Even Alfredo, sometimes, accompanied her and helped her  discover the concrete, social and political value of the experience lived in Loppiano: “How many times did he speak to me enthusiastically about the Loppiano Prima Cooperative! He appreciated the evangelical respect for nature, the organic production of ante-litteram that distinguished it from other cooperatives of the time,”says Elda.

Then,a request is made right from the Town: to participate in the foundation of a family formation school, the “Loreto” School: “At this request, I immediately answered: Here I am!”.

So,  the first families began to arrive from various parts of the world but there was no housing or they had to be restored: “Whether one was an engineer or a doctor, everyone rolled up their sleeves and cleaned the bricks for the new apartments.”

This experience brought Elda and Alfredo closer to each other. “We discovered the beauty of our family, of the love that bound us that was like a gift from God. The words that Chiara pronounced at the Loreto School of Families seemed just for us: “Loreto, so that the experience of the family of Nazareth, Jesus among you, will be repeated in you, to give joy to many “. Therefore, unity in the family but for families, for the fraternity of all. Little by little our culture, in contact with people from all over the world, had expanded beyond the boundaries of “Tuscany”, and had become “intercultural.”

These first  exciting and constructive years prepared Elda for the experience of the darkest moment of her life: in 1992, Alfredo was diagnosed with an incurable disease that, in a few months, led him to death.

“I felt an immense emptiness, something had broken inside of me, in soul and in body. During his illness we did not talk about death, even though I died a little with him every day, but he lived for me,”says Elda. At this time, Alfredo seemed to prepare her for this detachment. “He tacitly told me:’Do not fall back on yourself, on your pain. I leave you free from the bond of marriage, but use this freedom well.’ I believe that it was, for this reason, I felt the drive to give of myself, body and soul, and move to Loppiano not only for the Loreto School, but for the whole Town.”

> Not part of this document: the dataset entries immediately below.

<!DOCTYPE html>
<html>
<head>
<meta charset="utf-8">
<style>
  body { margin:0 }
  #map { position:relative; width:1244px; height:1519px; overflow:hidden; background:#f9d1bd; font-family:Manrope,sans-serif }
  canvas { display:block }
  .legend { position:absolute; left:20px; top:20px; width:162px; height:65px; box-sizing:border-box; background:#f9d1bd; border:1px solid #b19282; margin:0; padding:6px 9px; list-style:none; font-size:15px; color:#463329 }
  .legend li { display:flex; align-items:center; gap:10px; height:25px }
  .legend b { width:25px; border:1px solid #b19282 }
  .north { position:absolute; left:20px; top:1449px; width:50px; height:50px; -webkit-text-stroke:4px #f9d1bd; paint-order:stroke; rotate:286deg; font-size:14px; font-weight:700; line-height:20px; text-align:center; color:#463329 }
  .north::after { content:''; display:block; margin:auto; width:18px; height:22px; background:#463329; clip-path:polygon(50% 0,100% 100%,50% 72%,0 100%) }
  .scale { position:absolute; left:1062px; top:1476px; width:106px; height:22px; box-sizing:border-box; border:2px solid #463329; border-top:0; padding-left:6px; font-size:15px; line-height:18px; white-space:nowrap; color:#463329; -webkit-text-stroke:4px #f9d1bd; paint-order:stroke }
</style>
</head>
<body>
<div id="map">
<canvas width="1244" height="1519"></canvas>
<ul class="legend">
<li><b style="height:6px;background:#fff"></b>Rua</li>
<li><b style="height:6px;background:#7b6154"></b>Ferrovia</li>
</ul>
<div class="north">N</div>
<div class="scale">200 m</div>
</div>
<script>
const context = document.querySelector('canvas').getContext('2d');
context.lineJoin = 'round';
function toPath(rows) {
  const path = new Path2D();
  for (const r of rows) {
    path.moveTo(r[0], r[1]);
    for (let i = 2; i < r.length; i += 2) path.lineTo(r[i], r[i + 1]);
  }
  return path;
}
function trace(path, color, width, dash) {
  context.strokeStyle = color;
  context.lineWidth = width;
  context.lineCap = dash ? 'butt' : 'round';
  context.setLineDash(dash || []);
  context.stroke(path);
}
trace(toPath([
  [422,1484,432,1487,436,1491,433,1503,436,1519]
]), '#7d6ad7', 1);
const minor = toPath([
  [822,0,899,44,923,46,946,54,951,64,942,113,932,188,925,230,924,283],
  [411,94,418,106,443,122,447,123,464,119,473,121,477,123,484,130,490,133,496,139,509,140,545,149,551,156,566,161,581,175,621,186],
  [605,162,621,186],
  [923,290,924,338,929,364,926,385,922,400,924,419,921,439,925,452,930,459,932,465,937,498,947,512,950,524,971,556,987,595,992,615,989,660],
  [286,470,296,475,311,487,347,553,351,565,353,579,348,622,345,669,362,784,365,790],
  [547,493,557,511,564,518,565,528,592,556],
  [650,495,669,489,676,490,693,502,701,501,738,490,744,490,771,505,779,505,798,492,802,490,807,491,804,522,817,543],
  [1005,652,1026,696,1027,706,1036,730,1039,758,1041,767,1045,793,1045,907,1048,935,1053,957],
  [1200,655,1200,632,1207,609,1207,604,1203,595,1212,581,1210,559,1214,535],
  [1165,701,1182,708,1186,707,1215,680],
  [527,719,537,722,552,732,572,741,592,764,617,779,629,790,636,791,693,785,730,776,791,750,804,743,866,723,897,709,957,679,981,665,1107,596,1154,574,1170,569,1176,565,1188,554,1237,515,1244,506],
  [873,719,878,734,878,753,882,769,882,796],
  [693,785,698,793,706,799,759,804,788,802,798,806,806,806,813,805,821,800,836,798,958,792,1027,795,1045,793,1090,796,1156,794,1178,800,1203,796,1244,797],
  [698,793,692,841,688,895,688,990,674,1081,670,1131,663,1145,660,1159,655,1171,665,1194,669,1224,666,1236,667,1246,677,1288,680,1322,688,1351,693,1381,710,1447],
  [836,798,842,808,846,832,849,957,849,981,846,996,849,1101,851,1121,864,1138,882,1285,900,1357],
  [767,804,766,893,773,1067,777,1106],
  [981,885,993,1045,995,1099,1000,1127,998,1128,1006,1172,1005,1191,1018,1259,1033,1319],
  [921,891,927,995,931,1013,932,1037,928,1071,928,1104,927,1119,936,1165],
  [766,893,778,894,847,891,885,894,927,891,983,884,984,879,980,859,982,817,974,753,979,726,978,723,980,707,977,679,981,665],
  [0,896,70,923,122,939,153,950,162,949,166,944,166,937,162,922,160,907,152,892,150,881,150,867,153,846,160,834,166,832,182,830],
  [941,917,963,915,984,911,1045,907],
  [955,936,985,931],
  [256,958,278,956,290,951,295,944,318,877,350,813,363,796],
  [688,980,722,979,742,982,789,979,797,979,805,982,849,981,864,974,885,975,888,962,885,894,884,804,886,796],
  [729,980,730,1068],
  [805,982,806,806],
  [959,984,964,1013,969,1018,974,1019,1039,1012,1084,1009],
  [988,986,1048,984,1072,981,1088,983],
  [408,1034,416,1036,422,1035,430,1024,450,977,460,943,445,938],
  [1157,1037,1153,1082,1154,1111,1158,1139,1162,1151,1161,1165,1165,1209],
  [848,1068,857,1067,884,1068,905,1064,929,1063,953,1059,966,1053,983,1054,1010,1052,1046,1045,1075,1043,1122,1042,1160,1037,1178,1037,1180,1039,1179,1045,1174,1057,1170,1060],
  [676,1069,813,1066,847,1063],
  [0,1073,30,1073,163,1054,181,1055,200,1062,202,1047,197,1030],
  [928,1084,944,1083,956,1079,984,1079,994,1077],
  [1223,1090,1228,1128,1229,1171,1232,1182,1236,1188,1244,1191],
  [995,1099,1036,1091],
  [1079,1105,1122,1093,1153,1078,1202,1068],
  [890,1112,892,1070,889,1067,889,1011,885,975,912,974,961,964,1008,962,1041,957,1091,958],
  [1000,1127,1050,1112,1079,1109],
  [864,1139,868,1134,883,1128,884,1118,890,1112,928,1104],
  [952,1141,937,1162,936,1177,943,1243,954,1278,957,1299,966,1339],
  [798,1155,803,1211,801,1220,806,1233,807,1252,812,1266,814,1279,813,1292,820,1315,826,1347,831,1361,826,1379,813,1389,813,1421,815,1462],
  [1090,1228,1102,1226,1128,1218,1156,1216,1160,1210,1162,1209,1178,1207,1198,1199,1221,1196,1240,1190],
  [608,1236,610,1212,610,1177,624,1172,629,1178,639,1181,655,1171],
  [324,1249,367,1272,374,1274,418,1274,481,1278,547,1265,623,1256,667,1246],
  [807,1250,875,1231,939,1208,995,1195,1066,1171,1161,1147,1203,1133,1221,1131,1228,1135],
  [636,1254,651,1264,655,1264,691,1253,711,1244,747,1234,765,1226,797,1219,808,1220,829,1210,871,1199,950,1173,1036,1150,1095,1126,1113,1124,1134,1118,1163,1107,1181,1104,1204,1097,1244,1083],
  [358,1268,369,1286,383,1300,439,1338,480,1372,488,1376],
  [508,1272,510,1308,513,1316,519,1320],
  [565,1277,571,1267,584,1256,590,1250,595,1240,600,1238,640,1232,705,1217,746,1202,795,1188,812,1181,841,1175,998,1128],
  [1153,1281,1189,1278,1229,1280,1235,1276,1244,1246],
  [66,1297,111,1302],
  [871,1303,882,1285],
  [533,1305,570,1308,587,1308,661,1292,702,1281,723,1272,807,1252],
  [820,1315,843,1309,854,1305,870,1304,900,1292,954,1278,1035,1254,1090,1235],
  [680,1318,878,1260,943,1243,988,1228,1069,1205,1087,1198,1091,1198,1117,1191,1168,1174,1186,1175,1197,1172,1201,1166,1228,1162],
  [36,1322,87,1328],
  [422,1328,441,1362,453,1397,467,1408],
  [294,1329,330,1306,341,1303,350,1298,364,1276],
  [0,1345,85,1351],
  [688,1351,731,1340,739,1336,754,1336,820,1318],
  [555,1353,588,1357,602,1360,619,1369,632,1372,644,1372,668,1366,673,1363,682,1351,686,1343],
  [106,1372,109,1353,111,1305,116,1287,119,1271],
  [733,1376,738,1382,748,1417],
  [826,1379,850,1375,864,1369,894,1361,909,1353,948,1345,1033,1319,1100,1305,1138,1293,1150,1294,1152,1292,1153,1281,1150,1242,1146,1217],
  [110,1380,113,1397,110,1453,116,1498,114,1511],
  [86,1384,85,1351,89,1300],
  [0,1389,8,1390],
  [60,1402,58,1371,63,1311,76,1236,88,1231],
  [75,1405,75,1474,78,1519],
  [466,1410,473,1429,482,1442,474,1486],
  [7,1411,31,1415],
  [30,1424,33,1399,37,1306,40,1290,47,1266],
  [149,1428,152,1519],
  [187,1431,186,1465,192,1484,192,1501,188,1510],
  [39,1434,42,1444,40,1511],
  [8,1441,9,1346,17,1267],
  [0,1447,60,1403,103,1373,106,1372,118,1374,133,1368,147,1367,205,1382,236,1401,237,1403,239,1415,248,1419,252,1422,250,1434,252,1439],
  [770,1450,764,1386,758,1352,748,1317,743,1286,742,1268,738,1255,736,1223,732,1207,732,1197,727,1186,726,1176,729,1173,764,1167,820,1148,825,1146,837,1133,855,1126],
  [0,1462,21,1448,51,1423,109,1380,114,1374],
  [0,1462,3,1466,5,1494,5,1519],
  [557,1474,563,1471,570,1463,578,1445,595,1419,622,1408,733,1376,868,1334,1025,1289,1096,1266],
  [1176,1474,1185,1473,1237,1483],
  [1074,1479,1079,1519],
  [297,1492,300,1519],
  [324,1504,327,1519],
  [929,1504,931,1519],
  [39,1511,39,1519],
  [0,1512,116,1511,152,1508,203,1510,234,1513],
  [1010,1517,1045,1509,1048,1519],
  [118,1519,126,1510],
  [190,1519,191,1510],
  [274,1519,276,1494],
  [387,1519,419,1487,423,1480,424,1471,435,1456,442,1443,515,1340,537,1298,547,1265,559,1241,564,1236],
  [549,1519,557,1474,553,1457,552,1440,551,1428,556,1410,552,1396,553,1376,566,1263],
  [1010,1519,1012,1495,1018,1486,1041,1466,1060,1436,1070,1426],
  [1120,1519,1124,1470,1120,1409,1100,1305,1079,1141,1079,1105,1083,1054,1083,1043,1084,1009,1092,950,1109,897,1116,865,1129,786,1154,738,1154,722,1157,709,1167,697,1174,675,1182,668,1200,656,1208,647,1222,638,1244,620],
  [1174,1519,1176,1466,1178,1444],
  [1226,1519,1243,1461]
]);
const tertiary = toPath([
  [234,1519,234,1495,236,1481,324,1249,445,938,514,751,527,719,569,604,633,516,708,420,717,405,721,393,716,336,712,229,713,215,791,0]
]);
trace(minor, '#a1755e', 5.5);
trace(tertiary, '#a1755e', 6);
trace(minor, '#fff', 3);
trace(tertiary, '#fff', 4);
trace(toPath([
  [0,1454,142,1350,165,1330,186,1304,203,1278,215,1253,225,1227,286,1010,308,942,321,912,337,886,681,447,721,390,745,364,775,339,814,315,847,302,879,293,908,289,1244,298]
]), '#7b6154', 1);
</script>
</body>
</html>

From 1996 to 2008, Elda was the liaison between Loppiano and the local administration, and she took care of the dialogue with the institutions, of the urban planning, the tasks that today are entrusted to the operative co-delegate of the Town: “They were all things I had never done before, but that allowed me to follow, almost to accompany Loppiano in most of its evolution: the birth of the Industrial Park, the construction of the Shrine, the development of the schools of formation … ».

Today the school for families has accommodations for 12 families and every year they come from all over the world to live this particular experience.

“For me, it’s like witnessing a miracle every time:” concludes Elda “people who interrupt their work, who maybe sell their car, leave everything and come here. It is as if they were responding to a call from God, to a lay vocation. It is as if God needed whole families to bring fraternity to the world. And for this dream, I would give my life a thousand times over.»